### Exercise objective
Retype, exactly and only, each line from the one containing "Convert this image" to the end of the records below.

### Material supplied
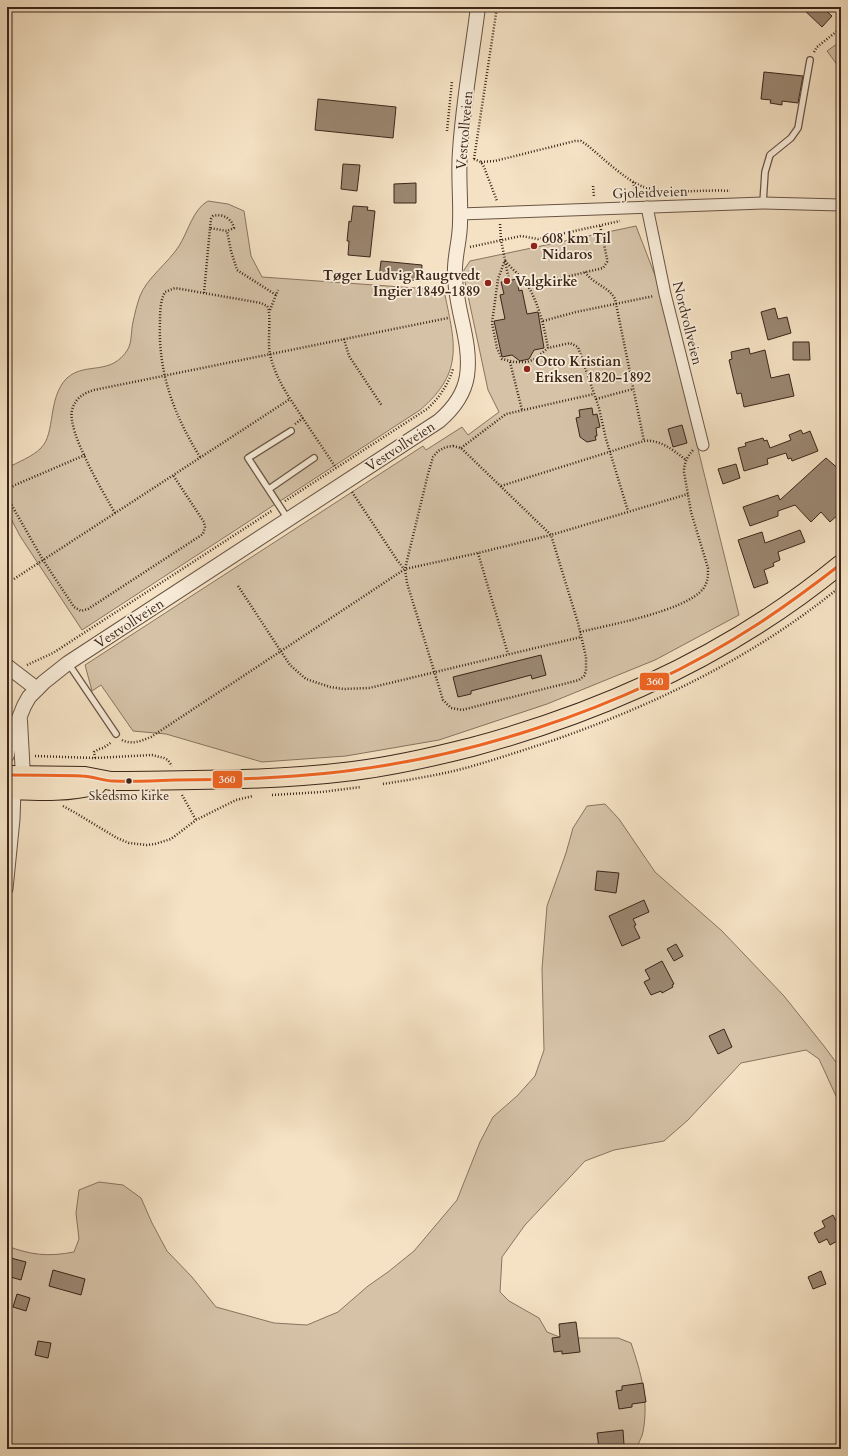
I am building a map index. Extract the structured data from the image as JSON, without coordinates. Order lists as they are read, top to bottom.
{
  "streets": {
    "street": ["Vestvollveien", "Gjoleidveien", "Nordvollveien"]
  },
  "crossings": [
    ["Vestvollveien", "Gjoleidveien"],
    ["Gjoleidveien", "Nordvollveien"]
  ],
  "places": [
    "608 km Til Nidaros",
    "Valgkirke",
    "Tøger Ludvig Raugtvedt Ingier 1849-1889",
    "Otto Kristian Eriksen 1820-1892",
    "Skedsmo kirke"
  ],
  "lines": ["transit line 360"]
}
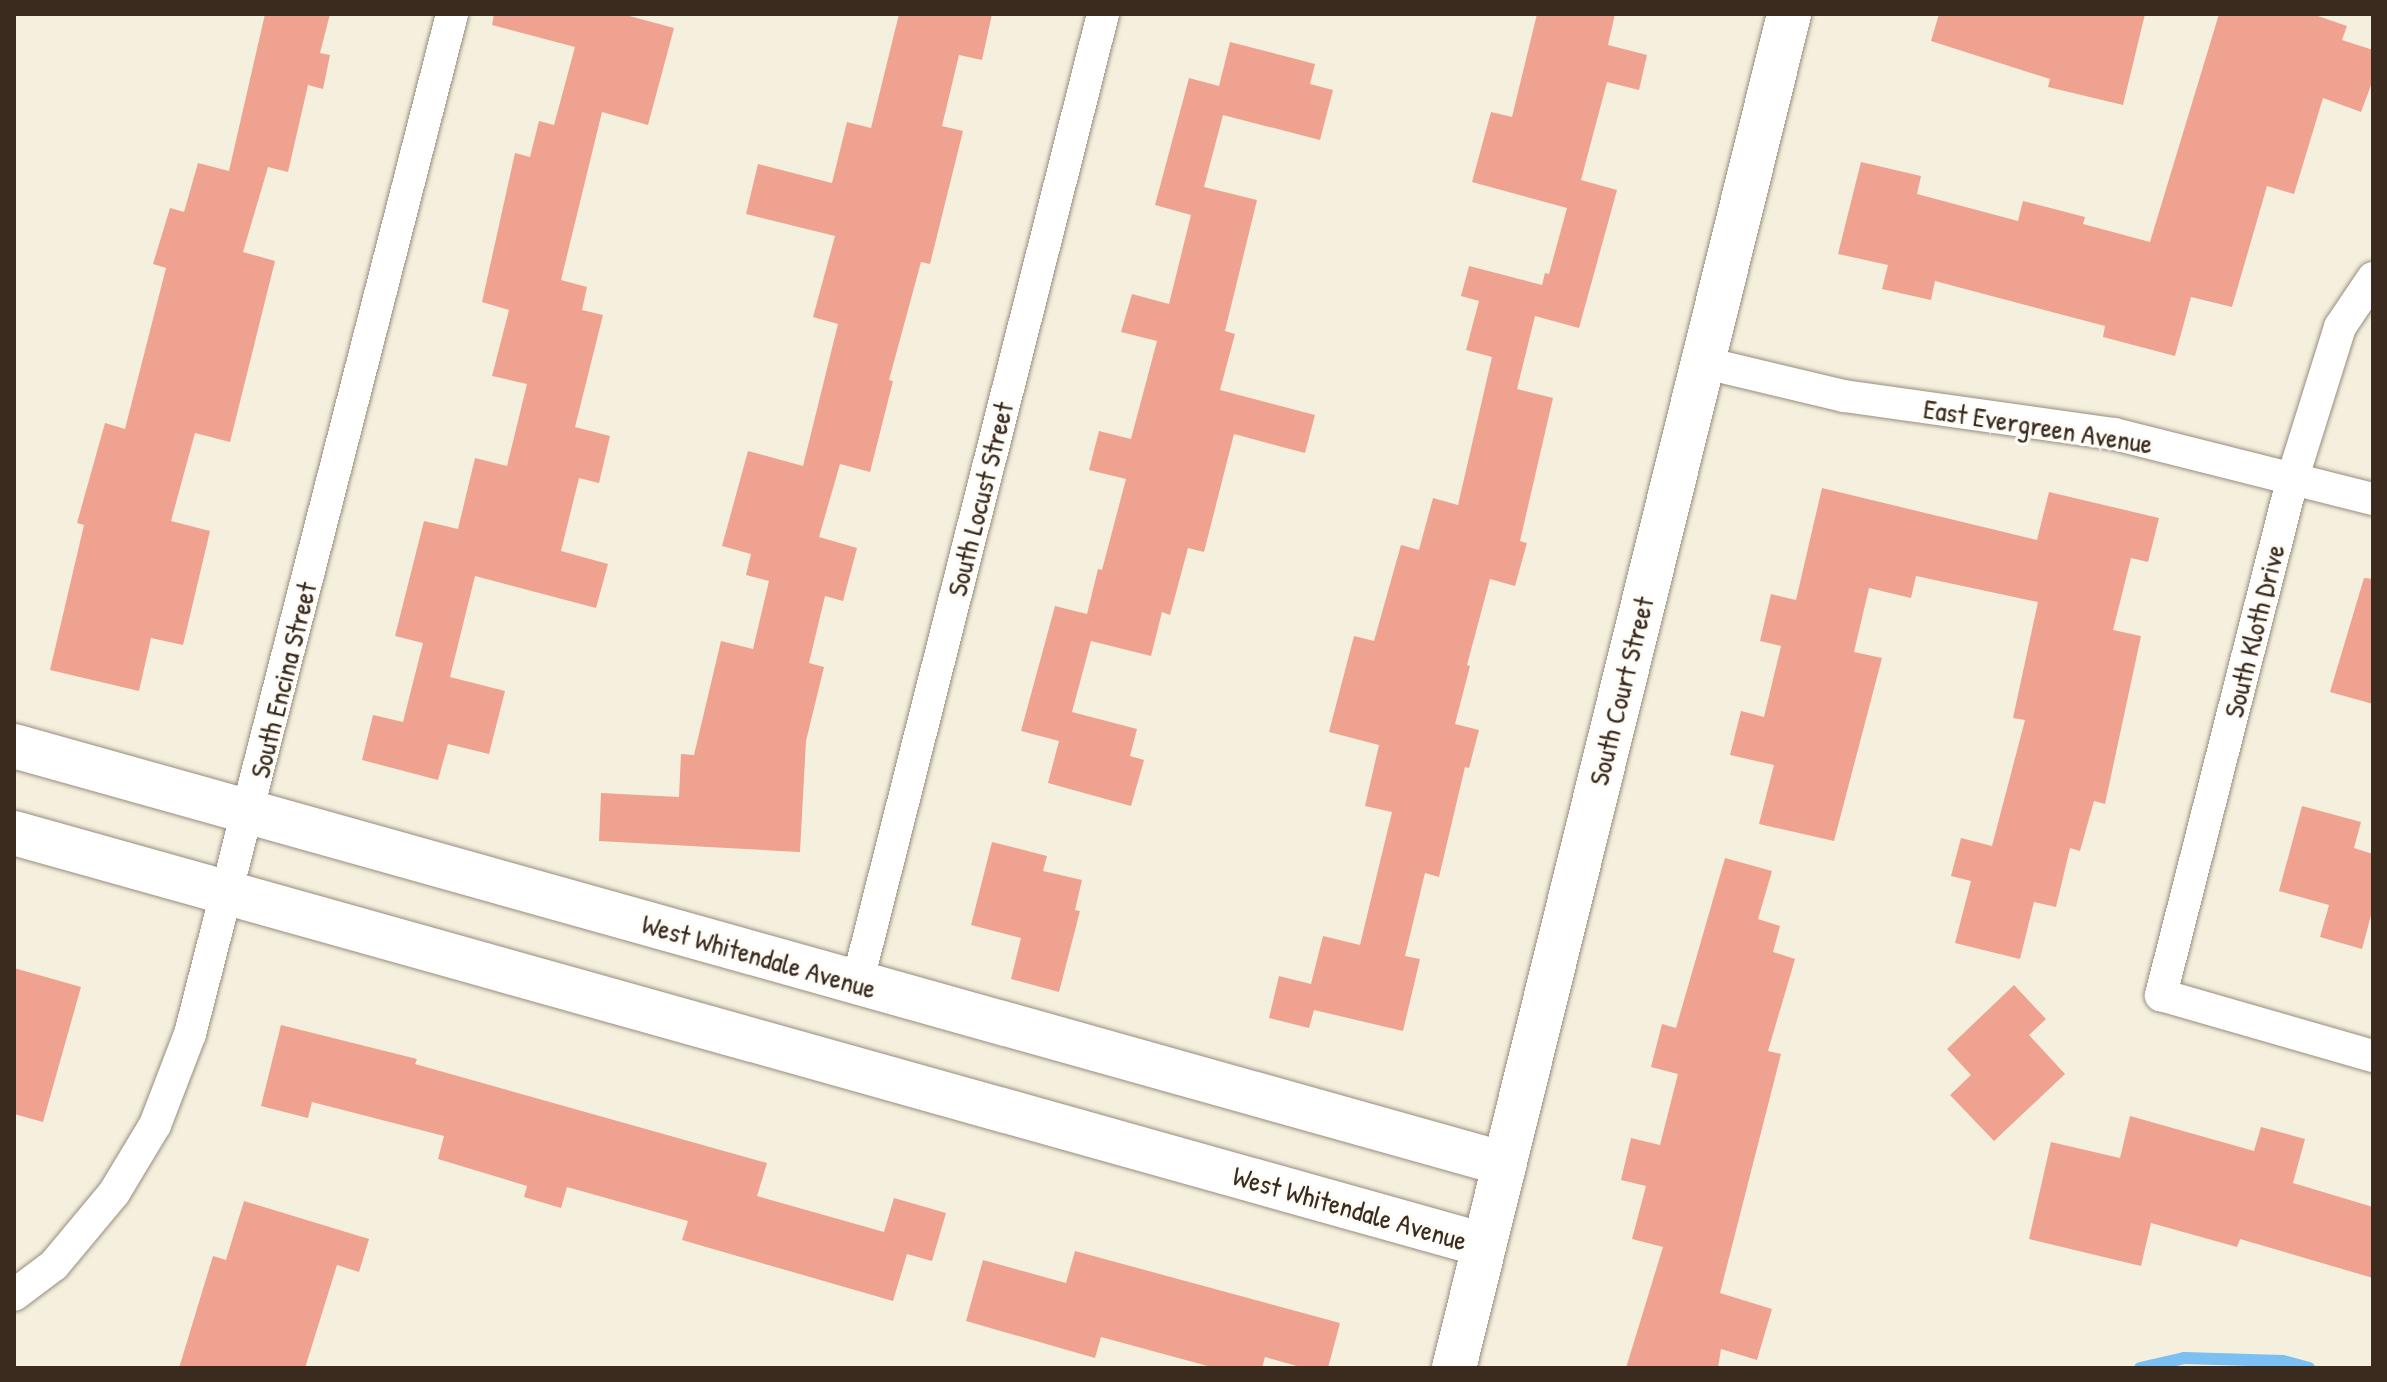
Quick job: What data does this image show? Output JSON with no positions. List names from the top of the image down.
{
  "streets": {
    "street": [
      "East Evergreen Avenue",
      "South Locust Street",
      "South Kloth Drive",
      "South Encina Street",
      "South Court Street",
      "West Whitendale Avenue"
    ]
  },
  "crossings": [
    ["East Evergreen Avenue", "South Kloth Drive"],
    ["East Evergreen Avenue", "South Court Street"],
    ["South Locust Street", "West Whitendale Avenue"],
    ["South Encina Street", "West Whitendale Avenue"],
    ["South Court Street", "West Whitendale Avenue"]
  ]
}
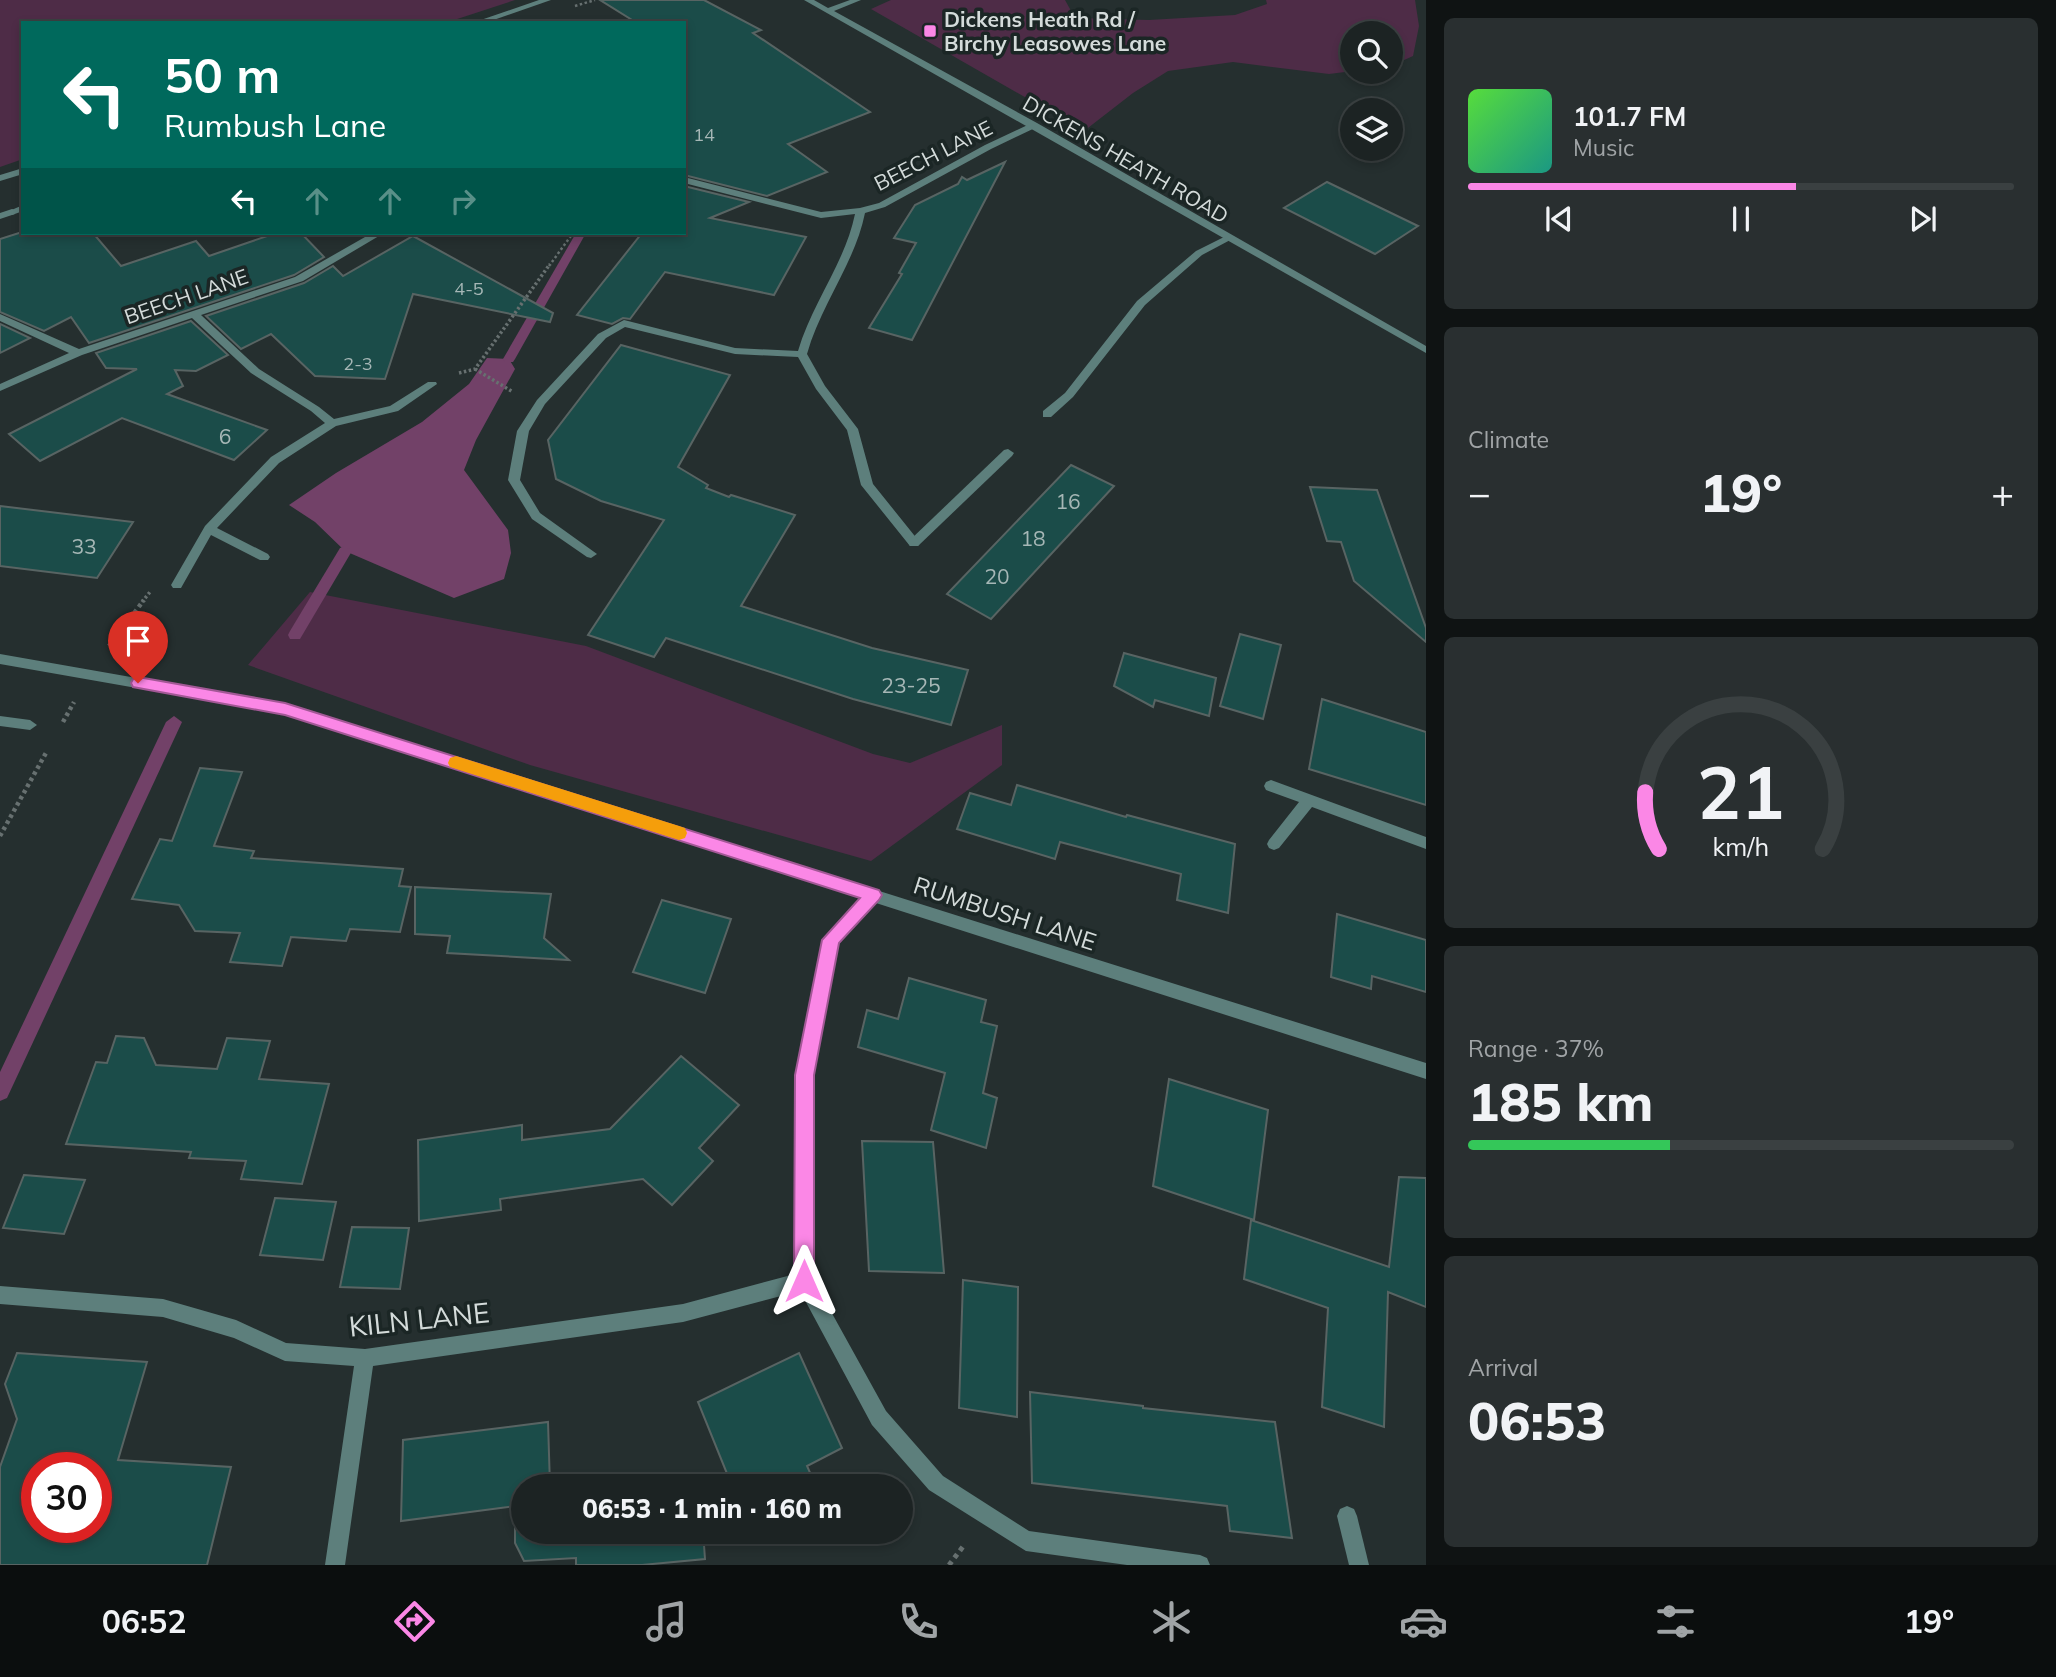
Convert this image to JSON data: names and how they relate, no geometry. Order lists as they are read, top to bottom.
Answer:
{
  "streets": {
    "street": [
      "BEECH LANE",
      "DICKENS HEATH ROAD",
      "RUMBUSH LANE",
      "KILN LANE"
    ]
  },
  "crossings": [
    ["BEECH LANE", "DICKENS HEATH ROAD"]
  ],
  "places": {
    "transit": ["Dickens Heath Rd / Birchy Leasowes Lane"]
  },
  "house_numbers": [
    "14",
    "4-5",
    "2-3",
    "6",
    "16",
    "18",
    "33",
    "20",
    "23-25"
  ],
  "page": {
    "turn": ["50 m", "Rumbush Lane"],
    "song": ["101.7 FM", "Music"],
    "tile": [
      "Climate",
      ["Range · 37%", "185 km"],
      ["Arrival", "06:53"]
    ],
    "heat": ["−", "19°", "+"],
    "limit": "30",
    "trip": "06:53 · 1 min · 160 m",
    "tabs": ["06:52", "19°"],
    "gauge": ["21", "km/h"]
  }
}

### Response to the exercise
Convert this image to JSON data: names and how they relate, no geometry. Order lists as they are read, top to bottom.
Answer:
{
  "streets": {
    "street": [
      "BEECH LANE",
      "DICKENS HEATH ROAD",
      "RUMBUSH LANE",
      "KILN LANE"
    ]
  },
  "crossings": [
    ["BEECH LANE", "DICKENS HEATH ROAD"]
  ],
  "places": {
    "transit": ["Dickens Heath Rd / Birchy Leasowes Lane"]
  },
  "house_numbers": [
    "14",
    "4-5",
    "2-3",
    "6",
    "16",
    "18",
    "33",
    "20",
    "23-25"
  ],
  "page": {
    "turn": ["50 m", "Rumbush Lane"],
    "song": ["101.7 FM", "Music"],
    "tile": [
      "Climate",
      ["Range · 37%", "185 km"],
      ["Arrival", "06:53"]
    ],
    "heat": ["−", "19°", "+"],
    "limit": "30",
    "trip": "06:53 · 1 min · 160 m",
    "tabs": ["06:52", "19°"],
    "gauge": ["21", "km/h"]
  }
}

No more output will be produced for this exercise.